* [HOW TO COMPLETE THIS TASK] From the material beneath, pull every line with the word "size".

* [MATERIAL SHOWN]

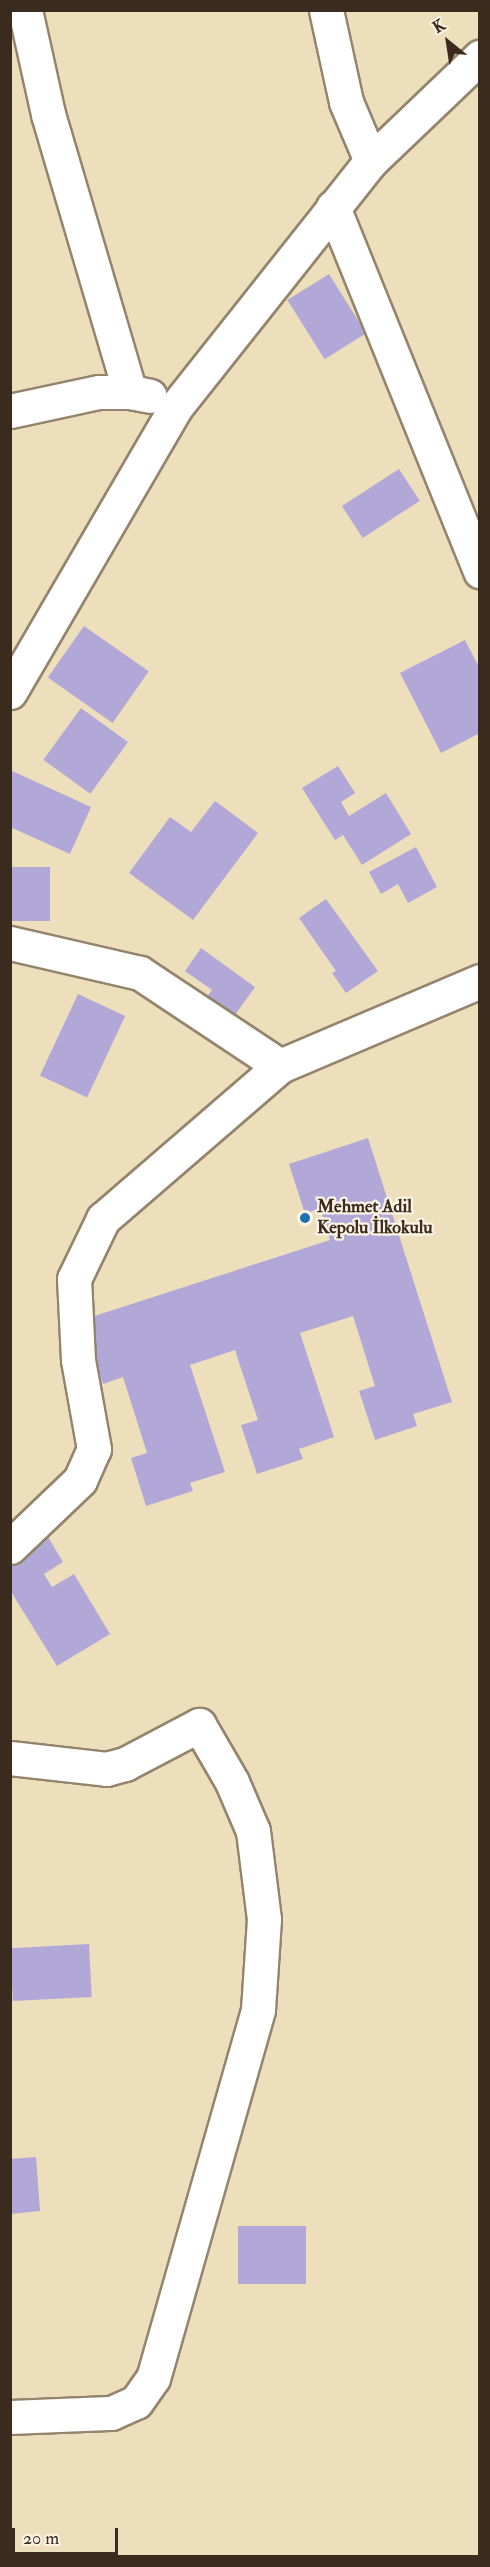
<!DOCTYPE html>
<meta charset="utf-8">
<style>
body{margin:0}
#map{position:relative;width:490px;height:2567px;overflow:hidden;background:#eddfbc;font-family:"IM FELL Double Pica",serif}
div>[style]{position:absolute}
.building>*{inset:0;background:#b2a8d8;transform-origin:0 0}
.roads{filter:drop-shadow(2px 0 #94846d) drop-shadow(-2px 0 #94846d) drop-shadow(0 2px #94846d) drop-shadow(0 -2px #94846d)}
.minor>*{height:33px;margin:-16.5px;padding:0 16.5px;transform-origin:16.5px;border-radius:16.5px;background:#fff}
.dots>*{width:16px;height:16px;translate:-50% -50%;box-sizing:border-box;border:3px solid #fcf5e5;border-radius:50%}
span{translate:-50% -50%;white-space:nowrap;text-align:center;line-height:1.15;-webkit-text-stroke:4.5px #fcf5e5;paint-order:stroke}
.poi-label{font-size:18px;color:#3b2a1e;font-weight:700}
.left{translate:0 -50%;text-align:left}
.frame{position:absolute;inset:0;border:12px solid #3b2a1e;pointer-events:none}
.north{position:absolute;left:418px;top:12px;width:60px;height:60px;-webkit-text-stroke:4px #fcf5e5;paint-order:stroke;rotate:330deg;font-size:16px;font-weight:700;line-height:24px;text-align:center;color:#3b2a1e}
.north::after{content:'';display:block;margin:auto;width:21px;height:27px;background:#3b2a1e;clip-path:polygon(50% 0,100% 100%,50% 72%,0 100%)}
.scale{position:absolute;left:12px;top:2528px;width:106px;height:27px;box-sizing:border-box;border:3px solid #3b2a1e;border-top:0;padding-left:8px;font-size:18px;line-height:21px;white-space:nowrap;color:#3b2a1e;-webkit-text-stroke:4px #fcf5e5;paint-order:stroke}
</style>
<div id="map">
<div class="building">
<i style="left:329px;top:274px;width:70px;height:49px;rotate:58deg"></i>
<i style="left:399px;top:469px;width:38px;height:68px;rotate:57deg"></i>
<i style="left:84px;top:626px;width:79px;height:63px;rotate:35deg"></i>
<i style="clip-path:polygon(465px 640px,480px 669px,480px 733px,441px 753px,400px 673px)"></i>
<i style="left:81px;top:708px;width:58px;height:64px;rotate:36deg"></i>
<i style="clip-path:polygon(338px 766px,355px 793px,341px 802px,349px 816px,386px 793px,411px 834px,362px 865px,343px 835px,335px 840px,302px 788px)"></i>
<i style="clip-path:polygon(10px 770px,91px 807px,70px 854px,10px 827px)"></i>
<i style="clip-path:polygon(215px 801px,258px 833px,193px 920px,129px 873px,170px 817px,191px 832px)"></i>
<i style="clip-path:polygon(416px 847px,437px 887px,408px 903px,398px 884px,381px 894px,369px 872px)"></i>
<i style="left:10px;top:867px;width:40px;height:54px"></i>
<i style="clip-path:polygon(326px 899px,378px 971px,346px 993px,332px 973px,336px 971px,299px 918px)"></i>
<i style="clip-path:polygon(201px 948px,255px 987px,230px 1022px,203px 1002px,212px 990px,185px 971px)"></i>
<i style="left:78px;top:994px;width:52px;height:90px;rotate:25deg"></i>
<i style="clip-path:polygon(368px 1138px,452px 1402px,413px 1414px,417px 1426px,375px 1440px,359px 1391px,375px 1386px,353px 1316px,300px 1333px,334px 1437px,299px 1449px,303px 1459px,257px 1474px,241px 1425px,258px 1420px,235px 1350px,190px 1365px,225px 1472px,190px 1483px,193px 1491px,146px 1506px,131px 1458px,147px 1453px,123px 1377px,103px 1384px,82px 1320px,330px 1240px,320px 1208px,305px 1214px,289px 1164px)"></i>
<i style="clip-path:polygon(48px 1537px,63px 1562px,44px 1574px,52px 1587px,74px 1574px,110px 1634px,57px 1666px,10px 1590px,10px 1561px)"></i>
<i style="left:89px;top:1944px;width:53px;height:79px;rotate:87deg"></i>
<i style="clip-path:polygon(36px 2157px,40px 2211px,10px 2214px,10px 2159px)"></i>
<i style="left:238px;top:2226px;width:68px;height:58px"></i>
</div>
<div class="roads">
<div class="minor">
<i style="left:25px;top:10px;width:107px;rotate:77.5deg"></i>
<i style="left:48px;top:114px;width:290px;rotate:73.6deg"></i>
<i style="left:326px;top:10px;width:94px;rotate:77.7deg"></i>
<i style="left:346px;top:102px;width:64px;rotate:67deg"></i>
<i style="left:333px;top:207px;width:393px;rotate:68deg"></i>
<i style="left:10px;top:411px;width:91px;rotate:-12.1deg"></i>
<i style="left:99px;top:392px;width:31px"></i>
<i style="left:130px;top:392px;width:20px;rotate:11deg"></i>
<i style="left:10px;top:692px;width:328px;rotate:-59.8deg"></i>
<i style="left:175px;top:408px;width:315px;rotate:-51.6deg"></i>
<i style="left:371px;top:161px;width:151px;rotate:-43.7deg"></i>
<i style="left:10px;top:943px;width:133px;rotate:13deg"></i>
<i style="left:140px;top:973px;width:168px;rotate:33.6deg"></i>
<i style="left:10px;top:1547px;width:97px;rotate:-43.7deg"></i>
<i style="left:80px;top:1480px;width:34px;rotate:-66deg"></i>
<i style="left:94px;top:1449px;width:90px;rotate:-100.2deg"></i>
<i style="left:78px;top:1360px;width:81px;rotate:-92.8deg"></i>
<i style="left:74px;top:1279px;width:67px;rotate:-64.2deg"></i>
<i style="left:103px;top:1219px;width:234px;rotate:-40.8deg"></i>
<i style="left:280px;top:1066px;width:217px;rotate:-23deg"></i>
<i style="left:10px;top:1758px;width:97px;rotate:6.5deg"></i>
<i style="left:106px;top:1769px;width:20px;rotate:-15deg"></i>
<i style="left:125px;top:1764px;width:84px;rotate:-27.8deg"></i>
<i style="left:199px;top:1725px;width:66px;rotate:59.9deg"></i>
<i style="left:232px;top:1782px;width:53px;rotate:66.8deg"></i>
<i style="left:253px;top:1831px;width:89px;rotate:82.9deg"></i>
<i style="left:264px;top:1919px;width:91px;rotate:93.8deg"></i>
<i style="left:258px;top:2010px;width:383px;rotate:105.9deg"></i>
<i style="left:153px;top:2378px;width:29px;rotate:125deg"></i>
<i style="left:136px;top:2402px;width:27px;rotate:156deg"></i>
<i style="left:111px;top:2413px;width:101px;rotate:177.7deg"></i>
</div>
</div>
<div class="dots">
<i style="left:305px;top:1218px;background:#1f6fb2"></i>
</div>
<div class="poi-label">
<span class="left" style="left:317px;top:1218px">Mehmet Adil<br>Kepolu İlkokulu</span>
</div>
<div class="frame"></div>
<div class="north">K</div>
<div class="scale">20 m</div>
</div>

* [SOLUTION TO THE PROBLEM]
.poi-label{font-size:18px;color:#3b2a1e;font-weight:700}
.north{position:absolute;left:418px;top:12px;width:60px;height:60px;-webkit-text-stroke:4px #fcf5e5;paint-order:stroke;rotate:330deg;font-size:16px;font-weight:700;line-height:24px;text-align:center;color:#3b2a1e}
.scale{position:absolute;left:12px;top:2528px;width:106px;height:27px;box-sizing:border-box;border:3px solid #3b2a1e;border-top:0;padding-left:8px;font-size:18px;line-height:21px;white-space:nowrap;color:#3b2a1e;-webkit-text-stroke:4px #fcf5e5;paint-order:stroke}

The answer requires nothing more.